BEGIN
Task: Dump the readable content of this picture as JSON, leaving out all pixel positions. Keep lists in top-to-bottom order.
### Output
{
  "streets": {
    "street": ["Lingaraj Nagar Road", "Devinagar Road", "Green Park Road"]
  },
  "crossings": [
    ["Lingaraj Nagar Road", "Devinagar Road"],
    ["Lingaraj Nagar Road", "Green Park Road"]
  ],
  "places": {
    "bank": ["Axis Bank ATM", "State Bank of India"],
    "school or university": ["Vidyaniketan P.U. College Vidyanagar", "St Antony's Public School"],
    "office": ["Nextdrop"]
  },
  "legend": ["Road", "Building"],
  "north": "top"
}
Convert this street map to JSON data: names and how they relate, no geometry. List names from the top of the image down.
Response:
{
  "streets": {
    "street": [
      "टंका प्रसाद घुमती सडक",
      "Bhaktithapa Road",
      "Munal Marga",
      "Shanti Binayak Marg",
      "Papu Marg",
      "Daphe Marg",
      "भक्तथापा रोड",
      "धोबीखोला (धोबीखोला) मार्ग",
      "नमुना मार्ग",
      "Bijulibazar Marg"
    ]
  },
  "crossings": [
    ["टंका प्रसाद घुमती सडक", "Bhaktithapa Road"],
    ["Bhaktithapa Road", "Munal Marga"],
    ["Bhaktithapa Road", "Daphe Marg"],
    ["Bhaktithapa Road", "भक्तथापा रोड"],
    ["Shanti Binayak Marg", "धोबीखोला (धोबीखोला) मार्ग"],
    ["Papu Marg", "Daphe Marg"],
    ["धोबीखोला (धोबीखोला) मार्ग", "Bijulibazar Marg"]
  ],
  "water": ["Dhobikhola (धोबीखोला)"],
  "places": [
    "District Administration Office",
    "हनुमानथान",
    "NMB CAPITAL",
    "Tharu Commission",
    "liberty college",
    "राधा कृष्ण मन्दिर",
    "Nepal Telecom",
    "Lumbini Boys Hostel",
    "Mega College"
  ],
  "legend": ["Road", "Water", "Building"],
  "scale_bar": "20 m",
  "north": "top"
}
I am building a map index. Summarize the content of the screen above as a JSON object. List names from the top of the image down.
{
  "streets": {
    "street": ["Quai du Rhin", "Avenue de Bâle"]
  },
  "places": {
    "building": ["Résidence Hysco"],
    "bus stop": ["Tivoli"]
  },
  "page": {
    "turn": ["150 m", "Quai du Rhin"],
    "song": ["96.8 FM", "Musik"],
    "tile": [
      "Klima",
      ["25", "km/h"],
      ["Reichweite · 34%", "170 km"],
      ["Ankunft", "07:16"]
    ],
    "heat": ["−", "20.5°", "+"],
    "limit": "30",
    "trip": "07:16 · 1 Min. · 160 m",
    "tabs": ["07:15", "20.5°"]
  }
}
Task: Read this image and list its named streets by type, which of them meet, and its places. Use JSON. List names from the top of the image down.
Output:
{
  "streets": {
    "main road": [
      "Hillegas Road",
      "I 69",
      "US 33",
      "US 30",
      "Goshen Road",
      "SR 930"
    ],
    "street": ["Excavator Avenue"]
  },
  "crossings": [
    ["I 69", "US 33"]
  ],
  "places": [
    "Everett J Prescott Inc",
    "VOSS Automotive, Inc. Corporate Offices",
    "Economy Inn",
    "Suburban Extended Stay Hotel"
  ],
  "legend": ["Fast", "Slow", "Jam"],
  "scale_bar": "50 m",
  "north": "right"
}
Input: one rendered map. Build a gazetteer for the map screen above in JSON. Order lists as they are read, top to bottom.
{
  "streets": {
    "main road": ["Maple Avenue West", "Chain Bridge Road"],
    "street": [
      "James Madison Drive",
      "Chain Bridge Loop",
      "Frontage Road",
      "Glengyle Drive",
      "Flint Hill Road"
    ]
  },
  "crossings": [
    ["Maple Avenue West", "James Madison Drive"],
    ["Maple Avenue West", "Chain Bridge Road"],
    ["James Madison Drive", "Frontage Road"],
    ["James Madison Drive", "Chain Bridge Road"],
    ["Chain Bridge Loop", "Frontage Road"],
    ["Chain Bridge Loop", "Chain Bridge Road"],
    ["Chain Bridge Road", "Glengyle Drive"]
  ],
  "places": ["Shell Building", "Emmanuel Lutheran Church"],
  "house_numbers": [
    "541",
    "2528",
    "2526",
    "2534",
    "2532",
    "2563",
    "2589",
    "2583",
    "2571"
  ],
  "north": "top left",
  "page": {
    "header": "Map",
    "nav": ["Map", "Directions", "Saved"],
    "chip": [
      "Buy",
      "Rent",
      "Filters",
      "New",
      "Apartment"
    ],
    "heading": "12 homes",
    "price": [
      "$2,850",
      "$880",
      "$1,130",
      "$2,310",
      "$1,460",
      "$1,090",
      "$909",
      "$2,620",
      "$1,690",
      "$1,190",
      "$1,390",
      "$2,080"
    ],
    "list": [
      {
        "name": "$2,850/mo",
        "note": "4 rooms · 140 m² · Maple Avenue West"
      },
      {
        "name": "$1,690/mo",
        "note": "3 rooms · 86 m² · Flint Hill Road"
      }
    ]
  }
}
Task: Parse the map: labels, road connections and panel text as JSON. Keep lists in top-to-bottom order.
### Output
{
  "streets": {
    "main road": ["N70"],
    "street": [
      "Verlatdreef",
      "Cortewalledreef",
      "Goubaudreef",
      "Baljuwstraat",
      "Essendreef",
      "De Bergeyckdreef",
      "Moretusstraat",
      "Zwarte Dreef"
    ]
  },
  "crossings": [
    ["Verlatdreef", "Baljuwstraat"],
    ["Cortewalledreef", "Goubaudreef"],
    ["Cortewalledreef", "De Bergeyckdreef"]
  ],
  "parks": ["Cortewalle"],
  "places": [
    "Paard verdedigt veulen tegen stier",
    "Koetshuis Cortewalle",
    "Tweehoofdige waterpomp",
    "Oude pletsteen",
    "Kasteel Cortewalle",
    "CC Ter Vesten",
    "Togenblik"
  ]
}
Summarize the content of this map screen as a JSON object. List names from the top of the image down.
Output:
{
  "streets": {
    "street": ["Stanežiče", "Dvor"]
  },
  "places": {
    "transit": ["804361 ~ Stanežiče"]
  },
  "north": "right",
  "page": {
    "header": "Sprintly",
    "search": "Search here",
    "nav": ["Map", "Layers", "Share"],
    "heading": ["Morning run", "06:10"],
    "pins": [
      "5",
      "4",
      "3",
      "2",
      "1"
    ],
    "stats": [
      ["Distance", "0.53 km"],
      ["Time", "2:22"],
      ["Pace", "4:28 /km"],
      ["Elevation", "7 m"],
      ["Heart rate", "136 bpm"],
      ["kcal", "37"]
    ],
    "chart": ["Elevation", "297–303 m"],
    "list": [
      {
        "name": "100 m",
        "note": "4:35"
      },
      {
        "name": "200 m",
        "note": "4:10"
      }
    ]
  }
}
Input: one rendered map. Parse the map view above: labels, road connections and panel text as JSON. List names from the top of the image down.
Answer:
END
(AIM OF THE EXERCISE):
The expected output is every line from the material above where "Task" can be found.

(EXPECTED OUTPUT):
Task: Dump the readable content of this picture as JSON, leaving out all pixel positions. Keep lists in top-to-bottom order.
Task: Read this image and list its named streets by type, which of them meet, and its places. Use JSON. List names from the top of the image down.
Task: Parse the map: labels, road connections and panel text as JSON. Keep lists in top-to-bottom order.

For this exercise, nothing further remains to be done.